Bisognerebbe dunque cominciare ad inquadrare anche le politiche dei piccoli borghi all’interno di piani a lungo termine, seguendo anche il solco di quelle che sono, ad esempio, le politiche per l’ambiente.

Questo è un passaggio necessario, che non può non precedere ogni altro intervento riguardante le politiche abitative e di ripopolamento di questi territori.

È necessario, infatti, che una nuova progettualità unica dei Borghi e dei piccoli Comuni parta appunto da idee che privilegino il punto di vista dei residenti, sia quelli attuali - di cui va evitata “l’uscita” - che di quelli futuri.

Un esempio su tutti è l’investimento nella cosiddetta “mobilità dolce”, che deve essere in grado di andare al di là di semplice driver per il turismo di nicchia, ma che sia inquadrato in un’ottica più estesa di “utilizzo dei luoghi” a 360 gradi.

 

I piccoli Comini e i borghi vanno infatti riempiti di funzionalità, che possono essere connesse sia al mondo dei servizi che al tema della mobilità mista.
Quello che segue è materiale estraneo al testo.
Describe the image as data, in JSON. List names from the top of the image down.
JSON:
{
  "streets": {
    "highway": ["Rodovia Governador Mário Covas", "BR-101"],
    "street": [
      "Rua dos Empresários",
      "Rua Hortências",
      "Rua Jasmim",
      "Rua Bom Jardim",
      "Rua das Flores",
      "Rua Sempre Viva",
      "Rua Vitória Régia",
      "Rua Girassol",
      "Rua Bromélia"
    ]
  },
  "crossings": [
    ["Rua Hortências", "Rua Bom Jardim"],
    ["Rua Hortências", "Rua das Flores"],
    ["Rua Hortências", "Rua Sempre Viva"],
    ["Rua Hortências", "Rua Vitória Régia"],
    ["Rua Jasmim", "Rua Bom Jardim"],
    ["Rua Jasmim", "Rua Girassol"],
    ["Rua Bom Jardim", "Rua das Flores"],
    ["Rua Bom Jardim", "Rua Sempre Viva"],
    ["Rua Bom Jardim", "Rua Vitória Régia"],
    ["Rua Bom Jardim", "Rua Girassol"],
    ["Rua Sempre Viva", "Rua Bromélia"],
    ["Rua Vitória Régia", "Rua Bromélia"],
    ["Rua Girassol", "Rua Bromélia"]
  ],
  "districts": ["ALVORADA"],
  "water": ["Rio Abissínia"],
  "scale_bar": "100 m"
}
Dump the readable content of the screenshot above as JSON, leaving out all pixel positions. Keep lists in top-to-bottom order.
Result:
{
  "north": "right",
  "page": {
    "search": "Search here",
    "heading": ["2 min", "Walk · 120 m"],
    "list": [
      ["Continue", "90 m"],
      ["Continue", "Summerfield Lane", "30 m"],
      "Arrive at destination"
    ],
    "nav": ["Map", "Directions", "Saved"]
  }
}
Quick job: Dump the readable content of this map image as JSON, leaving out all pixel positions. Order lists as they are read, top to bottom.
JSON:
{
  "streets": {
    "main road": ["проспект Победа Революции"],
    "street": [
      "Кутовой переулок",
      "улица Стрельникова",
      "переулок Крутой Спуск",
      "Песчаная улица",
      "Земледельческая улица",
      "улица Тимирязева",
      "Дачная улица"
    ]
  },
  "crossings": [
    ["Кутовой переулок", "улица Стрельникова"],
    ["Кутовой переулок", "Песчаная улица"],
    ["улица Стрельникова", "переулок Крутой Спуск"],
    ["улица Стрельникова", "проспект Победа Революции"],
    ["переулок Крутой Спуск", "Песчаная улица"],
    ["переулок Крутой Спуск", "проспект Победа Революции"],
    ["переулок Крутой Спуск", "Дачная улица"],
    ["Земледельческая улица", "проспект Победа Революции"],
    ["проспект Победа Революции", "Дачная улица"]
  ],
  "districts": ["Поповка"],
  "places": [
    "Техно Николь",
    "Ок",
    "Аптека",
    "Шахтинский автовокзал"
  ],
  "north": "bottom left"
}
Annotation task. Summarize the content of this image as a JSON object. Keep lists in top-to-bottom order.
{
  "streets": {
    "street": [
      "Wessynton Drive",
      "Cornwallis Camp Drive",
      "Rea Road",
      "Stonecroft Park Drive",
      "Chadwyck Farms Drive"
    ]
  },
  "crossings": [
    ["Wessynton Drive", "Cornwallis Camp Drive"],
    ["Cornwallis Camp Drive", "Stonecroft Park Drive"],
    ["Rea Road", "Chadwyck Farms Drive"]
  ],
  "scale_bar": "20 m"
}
Per fare ciò, bisogna che cambi il tipo di approccio, a partire dalle politiche di digitalizzazione dei luoghi: non è più pensabile, infatti, che la transizione al digitale dei borghi passi dallo strumento delle cosiddette “Aree bianche” senza quindi un investimento importante “di default” ed ideologico oltre che economico.

Solo in questo modo sarà possibile “connettere” definitivamente queste aree, favorendo quindi anche altri interventi a cascata, come quelli relativi alla prevenzione e al monitoraggio del dissesto idrogeologico, che necessitano appunto di importanti investimenti in connettività.

È necessario, in sostanza, restituire una “funzione” a questi luoghi, che vada al di là di quella ricreativa e che si basi sul valore intrinseco degli stessi, legato ad esempio alla filiera del food o dell’enoturismo.

Le risorse e le potenzialità sono tante, ed è questo il momento per una seria riflessione su come farle fruttare al meglio mantenendo per questi ruoli un ruolo da protagonista “geografico” e non solo di prolungamento dei centri cittadini.